C’est bien beau de descendre dans la rue au nom, entre autres, de la liberté d’expression, mais croyez-vous que nous serons demain plus libres de nous exprimer après la démonstration d’unité nationale du 11 janvier 2015 ?
Extase collective. Grande communion. Nécessaire décharge émotionnelle. Vos intentions diverses auront été incapables de défendre ce qui était au cœur du problème, à son origine, le droit de s’exprimer librement sans encourir la peine de mort, l’emprisonnement, les coups de bâton ou la simple censure.
Une nation n’est pas la somme de ses individus, elle est elle-même et possède une volonté propre, celle de se perpétuer. Elle n’existe que par une sorte d’autopoïèse, l’enfermement de ses atomes dans un corps où leur individualité a bien peu d’importance.
La nation exige le contrôle et la liberté d’expression s’oppose au contrôle. Elle est désordre et complexification.
Manifester par millions, s’affirmer comme nation est d’une certaine manière incompatible avec la volonté de maintenir et de développer la liberté d’expression, c’est-à-dire une gigantesque diversité qu’ensevelit le mouvement unitaire d’un jour. Une fois la nation révélée plus puissante que la plupart ne le pensait, ses porte-garants s’en trouvent regaillardis, leur volonté redouble de maintenir l’entité étrange dont ils sont le fer de lance. Ils n’auront d’autres fins que renforcer sa carapace, que réduire son désordre, que limiter sa complexité, que s’opposer à la liberté d’expression.
Plus une nation est puissante moins on y est libre.
Il est déjà question de serrer la vis sur Internet, d’imposer aux hébergeurs une validation a priori des contenus. Comme nous sommes désormais tous producteurs de textes, photos, vidéos, il faudrait mettre derrière chacun de nous un contrôleur. Vous voyez bien l’absurdité. Fini Facebook, Twitter, les plateformes de blogs… Ces services ne peuvent disposer d’autant de salariés que d’utilisateurs.

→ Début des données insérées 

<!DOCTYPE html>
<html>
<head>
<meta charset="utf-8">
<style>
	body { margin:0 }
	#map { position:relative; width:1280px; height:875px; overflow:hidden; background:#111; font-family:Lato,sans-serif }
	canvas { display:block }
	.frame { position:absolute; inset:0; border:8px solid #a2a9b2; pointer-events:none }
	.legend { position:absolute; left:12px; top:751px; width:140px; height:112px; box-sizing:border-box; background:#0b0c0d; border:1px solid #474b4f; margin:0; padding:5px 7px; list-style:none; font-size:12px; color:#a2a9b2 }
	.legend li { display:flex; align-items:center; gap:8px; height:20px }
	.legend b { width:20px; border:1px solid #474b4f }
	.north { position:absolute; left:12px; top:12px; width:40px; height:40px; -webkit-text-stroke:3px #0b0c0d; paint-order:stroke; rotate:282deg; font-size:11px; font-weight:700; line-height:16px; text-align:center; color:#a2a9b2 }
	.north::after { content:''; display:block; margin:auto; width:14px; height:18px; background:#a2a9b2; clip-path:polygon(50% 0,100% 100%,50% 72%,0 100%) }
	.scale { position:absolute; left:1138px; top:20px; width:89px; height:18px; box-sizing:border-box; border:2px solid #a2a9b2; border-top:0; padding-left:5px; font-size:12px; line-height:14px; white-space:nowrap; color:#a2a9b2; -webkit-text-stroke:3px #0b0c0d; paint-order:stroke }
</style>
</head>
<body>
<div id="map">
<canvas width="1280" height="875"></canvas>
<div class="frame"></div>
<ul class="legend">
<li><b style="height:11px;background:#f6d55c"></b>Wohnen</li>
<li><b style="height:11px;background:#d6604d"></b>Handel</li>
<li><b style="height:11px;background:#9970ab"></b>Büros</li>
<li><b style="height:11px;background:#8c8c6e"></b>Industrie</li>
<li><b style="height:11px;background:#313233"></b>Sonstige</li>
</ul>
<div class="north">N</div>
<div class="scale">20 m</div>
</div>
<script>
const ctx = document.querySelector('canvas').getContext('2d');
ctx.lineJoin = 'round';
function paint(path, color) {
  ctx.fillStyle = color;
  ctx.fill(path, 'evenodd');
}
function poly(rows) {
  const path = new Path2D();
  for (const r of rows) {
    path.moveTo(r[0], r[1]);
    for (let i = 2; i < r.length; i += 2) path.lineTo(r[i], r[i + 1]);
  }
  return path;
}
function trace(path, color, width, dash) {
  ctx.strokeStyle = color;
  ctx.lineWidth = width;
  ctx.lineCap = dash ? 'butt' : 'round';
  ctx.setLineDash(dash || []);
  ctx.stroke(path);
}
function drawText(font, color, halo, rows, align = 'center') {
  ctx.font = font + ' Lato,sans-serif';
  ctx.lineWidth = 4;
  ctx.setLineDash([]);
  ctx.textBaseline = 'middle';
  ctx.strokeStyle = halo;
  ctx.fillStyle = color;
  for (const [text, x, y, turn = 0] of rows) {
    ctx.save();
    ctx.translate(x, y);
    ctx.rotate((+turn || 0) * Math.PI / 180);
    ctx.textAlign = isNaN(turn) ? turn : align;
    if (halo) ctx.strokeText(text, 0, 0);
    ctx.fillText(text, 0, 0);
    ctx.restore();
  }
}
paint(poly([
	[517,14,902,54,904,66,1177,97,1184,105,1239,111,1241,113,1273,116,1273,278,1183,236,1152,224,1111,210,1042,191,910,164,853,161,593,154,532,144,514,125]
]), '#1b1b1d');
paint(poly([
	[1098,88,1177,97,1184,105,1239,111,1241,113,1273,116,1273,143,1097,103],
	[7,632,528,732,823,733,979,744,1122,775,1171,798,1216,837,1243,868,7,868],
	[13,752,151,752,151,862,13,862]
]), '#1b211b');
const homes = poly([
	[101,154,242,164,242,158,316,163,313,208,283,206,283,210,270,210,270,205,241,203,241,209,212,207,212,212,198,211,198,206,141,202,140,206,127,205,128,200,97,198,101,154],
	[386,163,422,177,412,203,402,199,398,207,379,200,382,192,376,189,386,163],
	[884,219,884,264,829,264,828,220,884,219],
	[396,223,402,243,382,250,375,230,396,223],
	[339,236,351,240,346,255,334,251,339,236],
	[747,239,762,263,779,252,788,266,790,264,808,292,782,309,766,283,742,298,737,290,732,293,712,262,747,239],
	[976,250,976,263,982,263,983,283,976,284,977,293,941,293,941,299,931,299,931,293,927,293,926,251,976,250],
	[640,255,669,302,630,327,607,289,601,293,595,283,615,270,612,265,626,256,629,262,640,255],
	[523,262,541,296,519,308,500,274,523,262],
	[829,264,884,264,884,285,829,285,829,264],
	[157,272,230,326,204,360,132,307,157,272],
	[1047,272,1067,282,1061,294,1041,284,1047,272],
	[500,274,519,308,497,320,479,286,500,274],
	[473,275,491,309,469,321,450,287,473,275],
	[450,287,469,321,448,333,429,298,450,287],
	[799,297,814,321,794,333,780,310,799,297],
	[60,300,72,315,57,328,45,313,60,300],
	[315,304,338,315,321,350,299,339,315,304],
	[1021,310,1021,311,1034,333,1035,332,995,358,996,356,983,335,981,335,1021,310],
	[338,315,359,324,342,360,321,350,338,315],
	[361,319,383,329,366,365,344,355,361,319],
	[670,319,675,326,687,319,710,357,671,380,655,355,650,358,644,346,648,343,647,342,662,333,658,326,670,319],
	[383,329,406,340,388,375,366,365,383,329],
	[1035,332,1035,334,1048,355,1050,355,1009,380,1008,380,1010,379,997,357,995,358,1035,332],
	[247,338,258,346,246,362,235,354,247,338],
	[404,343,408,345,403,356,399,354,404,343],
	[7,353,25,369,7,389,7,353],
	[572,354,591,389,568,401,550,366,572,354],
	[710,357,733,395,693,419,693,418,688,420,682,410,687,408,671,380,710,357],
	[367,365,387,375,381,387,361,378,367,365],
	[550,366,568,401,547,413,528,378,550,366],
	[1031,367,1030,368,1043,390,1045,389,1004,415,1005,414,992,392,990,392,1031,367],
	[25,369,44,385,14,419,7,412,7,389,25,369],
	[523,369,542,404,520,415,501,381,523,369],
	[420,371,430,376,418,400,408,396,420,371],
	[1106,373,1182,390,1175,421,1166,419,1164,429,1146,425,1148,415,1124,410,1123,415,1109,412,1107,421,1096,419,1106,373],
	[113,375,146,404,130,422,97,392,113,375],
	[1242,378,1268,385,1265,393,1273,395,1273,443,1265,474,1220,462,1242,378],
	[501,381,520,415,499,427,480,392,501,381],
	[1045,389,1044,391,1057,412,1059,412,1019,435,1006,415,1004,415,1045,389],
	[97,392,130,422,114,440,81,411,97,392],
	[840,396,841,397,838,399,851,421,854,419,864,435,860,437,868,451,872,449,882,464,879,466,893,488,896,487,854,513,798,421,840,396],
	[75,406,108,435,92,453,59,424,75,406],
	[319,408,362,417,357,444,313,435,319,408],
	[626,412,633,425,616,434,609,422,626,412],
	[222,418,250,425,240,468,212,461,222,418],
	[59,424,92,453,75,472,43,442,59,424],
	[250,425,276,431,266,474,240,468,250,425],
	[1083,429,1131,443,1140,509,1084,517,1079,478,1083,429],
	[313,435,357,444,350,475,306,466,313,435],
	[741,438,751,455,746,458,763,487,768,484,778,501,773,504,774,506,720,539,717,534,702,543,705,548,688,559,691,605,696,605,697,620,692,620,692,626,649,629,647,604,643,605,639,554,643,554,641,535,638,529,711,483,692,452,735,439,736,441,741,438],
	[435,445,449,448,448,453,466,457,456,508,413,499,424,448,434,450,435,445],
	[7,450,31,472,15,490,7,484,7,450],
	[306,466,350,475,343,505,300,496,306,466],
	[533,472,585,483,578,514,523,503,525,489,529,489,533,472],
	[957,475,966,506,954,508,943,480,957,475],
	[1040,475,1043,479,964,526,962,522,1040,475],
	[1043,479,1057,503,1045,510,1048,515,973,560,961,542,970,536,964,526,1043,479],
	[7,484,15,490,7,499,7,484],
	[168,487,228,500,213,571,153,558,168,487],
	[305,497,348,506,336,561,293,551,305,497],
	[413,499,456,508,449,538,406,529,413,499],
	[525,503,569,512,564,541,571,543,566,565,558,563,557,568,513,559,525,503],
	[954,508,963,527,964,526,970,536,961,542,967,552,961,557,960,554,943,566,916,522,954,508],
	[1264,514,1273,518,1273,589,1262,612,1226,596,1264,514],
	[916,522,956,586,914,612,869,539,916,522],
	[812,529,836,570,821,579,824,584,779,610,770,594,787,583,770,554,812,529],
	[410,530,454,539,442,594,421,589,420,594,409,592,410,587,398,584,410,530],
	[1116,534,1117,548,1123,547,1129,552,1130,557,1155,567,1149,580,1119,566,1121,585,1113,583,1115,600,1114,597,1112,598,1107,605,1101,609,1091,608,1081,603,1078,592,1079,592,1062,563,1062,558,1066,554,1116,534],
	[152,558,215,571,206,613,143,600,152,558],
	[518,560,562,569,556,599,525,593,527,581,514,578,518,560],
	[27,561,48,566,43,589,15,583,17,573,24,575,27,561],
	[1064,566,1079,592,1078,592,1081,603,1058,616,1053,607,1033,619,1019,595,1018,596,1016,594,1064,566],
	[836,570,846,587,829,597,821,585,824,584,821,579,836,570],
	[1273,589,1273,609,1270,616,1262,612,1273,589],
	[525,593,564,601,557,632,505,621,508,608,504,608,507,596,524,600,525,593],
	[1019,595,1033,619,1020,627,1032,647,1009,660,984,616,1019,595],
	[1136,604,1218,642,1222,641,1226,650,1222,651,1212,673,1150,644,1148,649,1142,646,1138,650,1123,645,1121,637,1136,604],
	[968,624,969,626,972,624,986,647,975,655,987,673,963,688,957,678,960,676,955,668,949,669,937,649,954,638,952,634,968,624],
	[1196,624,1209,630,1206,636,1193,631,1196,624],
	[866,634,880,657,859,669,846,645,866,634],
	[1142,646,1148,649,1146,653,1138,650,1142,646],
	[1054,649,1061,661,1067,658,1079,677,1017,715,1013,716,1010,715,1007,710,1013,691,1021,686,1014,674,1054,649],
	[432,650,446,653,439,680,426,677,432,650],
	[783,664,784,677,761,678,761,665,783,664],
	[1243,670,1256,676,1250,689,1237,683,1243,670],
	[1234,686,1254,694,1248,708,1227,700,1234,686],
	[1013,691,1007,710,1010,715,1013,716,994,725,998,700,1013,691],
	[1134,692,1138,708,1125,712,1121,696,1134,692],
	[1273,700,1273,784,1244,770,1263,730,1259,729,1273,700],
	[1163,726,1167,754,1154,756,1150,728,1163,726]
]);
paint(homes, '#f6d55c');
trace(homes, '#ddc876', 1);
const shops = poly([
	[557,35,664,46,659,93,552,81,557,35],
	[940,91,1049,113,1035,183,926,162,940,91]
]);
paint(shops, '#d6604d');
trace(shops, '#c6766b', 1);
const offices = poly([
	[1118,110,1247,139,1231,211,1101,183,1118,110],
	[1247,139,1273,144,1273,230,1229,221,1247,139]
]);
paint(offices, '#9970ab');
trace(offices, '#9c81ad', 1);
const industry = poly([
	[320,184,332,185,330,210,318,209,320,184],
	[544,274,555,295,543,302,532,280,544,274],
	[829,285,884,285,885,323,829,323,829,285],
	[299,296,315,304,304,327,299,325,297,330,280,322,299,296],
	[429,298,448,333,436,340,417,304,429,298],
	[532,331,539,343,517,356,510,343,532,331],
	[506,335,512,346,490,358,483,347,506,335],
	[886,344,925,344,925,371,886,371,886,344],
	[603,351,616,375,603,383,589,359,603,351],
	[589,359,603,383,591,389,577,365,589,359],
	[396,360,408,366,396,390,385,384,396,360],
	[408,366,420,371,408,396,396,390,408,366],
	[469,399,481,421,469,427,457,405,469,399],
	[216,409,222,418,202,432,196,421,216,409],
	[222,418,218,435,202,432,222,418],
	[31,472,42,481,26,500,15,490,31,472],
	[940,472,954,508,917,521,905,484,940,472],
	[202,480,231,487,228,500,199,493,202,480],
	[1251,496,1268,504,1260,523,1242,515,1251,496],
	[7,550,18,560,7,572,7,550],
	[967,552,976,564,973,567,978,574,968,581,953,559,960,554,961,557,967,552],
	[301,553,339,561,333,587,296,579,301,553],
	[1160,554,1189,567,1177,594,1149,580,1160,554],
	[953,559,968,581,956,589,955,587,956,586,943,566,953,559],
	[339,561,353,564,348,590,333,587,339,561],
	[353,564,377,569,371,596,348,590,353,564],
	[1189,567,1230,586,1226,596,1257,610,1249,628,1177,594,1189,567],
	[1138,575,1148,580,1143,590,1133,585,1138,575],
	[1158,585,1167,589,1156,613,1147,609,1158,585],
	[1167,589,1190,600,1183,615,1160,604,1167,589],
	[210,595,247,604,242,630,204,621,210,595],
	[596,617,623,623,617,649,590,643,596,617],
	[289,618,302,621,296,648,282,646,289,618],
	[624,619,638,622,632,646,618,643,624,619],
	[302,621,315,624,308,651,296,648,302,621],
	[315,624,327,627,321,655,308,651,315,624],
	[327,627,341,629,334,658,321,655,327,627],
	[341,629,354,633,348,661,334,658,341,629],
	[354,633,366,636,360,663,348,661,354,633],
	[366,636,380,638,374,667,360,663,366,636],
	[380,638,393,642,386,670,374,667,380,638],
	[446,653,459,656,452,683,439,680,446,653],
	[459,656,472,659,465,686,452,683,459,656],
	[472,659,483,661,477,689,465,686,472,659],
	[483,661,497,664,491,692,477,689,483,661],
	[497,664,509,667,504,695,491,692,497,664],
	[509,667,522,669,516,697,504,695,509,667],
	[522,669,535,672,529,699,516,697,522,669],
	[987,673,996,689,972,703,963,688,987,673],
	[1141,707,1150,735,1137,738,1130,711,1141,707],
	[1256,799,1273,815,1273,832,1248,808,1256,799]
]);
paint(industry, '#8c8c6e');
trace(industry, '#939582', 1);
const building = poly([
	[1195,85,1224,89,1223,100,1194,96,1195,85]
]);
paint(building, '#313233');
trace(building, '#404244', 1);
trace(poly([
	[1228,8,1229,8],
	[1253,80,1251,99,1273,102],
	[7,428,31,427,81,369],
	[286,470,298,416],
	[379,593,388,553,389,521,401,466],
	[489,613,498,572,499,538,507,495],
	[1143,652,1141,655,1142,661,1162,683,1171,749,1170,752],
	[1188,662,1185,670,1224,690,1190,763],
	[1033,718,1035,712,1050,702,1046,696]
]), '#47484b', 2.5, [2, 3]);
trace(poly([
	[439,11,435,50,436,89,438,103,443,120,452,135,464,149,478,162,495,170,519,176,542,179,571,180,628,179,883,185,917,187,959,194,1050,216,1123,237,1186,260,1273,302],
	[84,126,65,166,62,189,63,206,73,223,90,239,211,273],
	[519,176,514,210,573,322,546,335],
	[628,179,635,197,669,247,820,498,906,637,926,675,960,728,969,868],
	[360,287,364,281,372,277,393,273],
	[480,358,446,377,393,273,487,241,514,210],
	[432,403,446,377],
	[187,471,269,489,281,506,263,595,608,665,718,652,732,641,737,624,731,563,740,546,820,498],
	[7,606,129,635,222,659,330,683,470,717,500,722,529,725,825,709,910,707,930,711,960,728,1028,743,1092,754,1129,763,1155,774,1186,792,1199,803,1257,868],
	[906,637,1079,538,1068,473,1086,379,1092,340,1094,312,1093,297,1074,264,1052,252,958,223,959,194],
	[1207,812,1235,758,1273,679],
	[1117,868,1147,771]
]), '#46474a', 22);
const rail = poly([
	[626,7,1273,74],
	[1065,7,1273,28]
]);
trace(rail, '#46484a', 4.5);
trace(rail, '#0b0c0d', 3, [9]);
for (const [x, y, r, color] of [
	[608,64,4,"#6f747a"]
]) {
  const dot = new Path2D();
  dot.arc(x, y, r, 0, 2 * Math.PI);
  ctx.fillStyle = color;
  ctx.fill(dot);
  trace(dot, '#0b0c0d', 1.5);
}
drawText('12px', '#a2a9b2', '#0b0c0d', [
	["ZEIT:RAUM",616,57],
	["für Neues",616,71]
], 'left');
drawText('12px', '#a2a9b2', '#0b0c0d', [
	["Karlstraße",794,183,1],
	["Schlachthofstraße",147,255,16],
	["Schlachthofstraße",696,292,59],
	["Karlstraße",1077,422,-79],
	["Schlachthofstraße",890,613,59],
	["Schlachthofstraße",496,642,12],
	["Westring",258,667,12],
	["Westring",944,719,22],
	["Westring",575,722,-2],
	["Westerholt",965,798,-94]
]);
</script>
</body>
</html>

Comme l’a démontré Valentin Turchin, un système de supervision pour être efficace doit maintenir un niveau de complexité au moins égal à celui du système à contrôler. Pour contrôler une foule sur le Net, il faut une autre foule, à moins de limiter les pouvoirs de la foule, de lui interdire de s’exprimer librement.
Le contrôle a priori du Net est donc tout simplement impossible à moins de réduire drastiquement le nombre des gens qui ont le droit de s’exprimer.
Dans un monde libre, seule la vigilance de chacun préserve la liberté de tous.
Alors au travail. Et un point de logique maintenant. Notre temps d’attention est limité. Nous ne pouvons pas aujourd’hui écouter, lire, voir plus de contenus que dix ou vingt ans plus tôt, à moins de rester rivé à nos écrans et de renoncer à toute action sur le monde. Si on mesure l’audience en heures d’écoute par individu, elle s’accroît sans doute, mais pas dramatiquement avec la technologie. Notre bande passante en input n’augmente guère.
Si je m’exprime sans que personne ne m’écoute, suis-je réellement libre de m’exprimer ? Oui et non. La liberté d’expression ne peut progresser que si les voix dissidentes ont une chance de se faire entendre, que si le désordre s’accroît dans la nation. Si tout le monde est libre de s’exprimer mais si tout le monde écoute uniquement les médias dominants, la liberté d’expression est bel et bien en danger.
Pour défendre la liberté d’expression, il ne nous suffit donc pas de manifester, de crier notre mépris de la censure et des lois de type Patriot Act. Nous devons diversifier nos sources d’information, de réflexion, de critiques. Nous n’avons pas le droit de nous offusquer de la censure si, au fond, elle n’affecte pas ce que nous lisons et si nous-mêmes sommes des censeurs involontaires.
Se lever pour la liberté d’expression, c’est une bonne intention qui doit se doubler d’un plan d’action concret. Il s’agit de dépenser autrement notre temps d’attention. Plutôt que de le concentrer sur quelques sources quasi officielles, nous devons le répartir entre un plus grand nombre de sources.
- S’imposer tous les jours à lire au moins une source nouvelle.
- Pousser sur les réseaux sociaux des articles issus des voix indépendantes, par rapport à celle des grands médias.
- Ne plus suivre les grands médias qu’avec parcimonie.
- Ne pas se focaliser sur la voix de la nation et de ses alliés.
- Devenir une voix, participer à la biodiversité.
La liberté d’expression dépend de l’usage que chacun fait de sa liberté d’écouter, de lire, de voir… C’est nous-mêmes qui la mettons en danger par notre fainéantise.
PS : Au moment où la nation se trouve renforcée, les grands journaux voient leur audience augmenter, signe déjà d’une recentralisation de l’audience, signe que de nombreuses autres voix parlent dans le vide.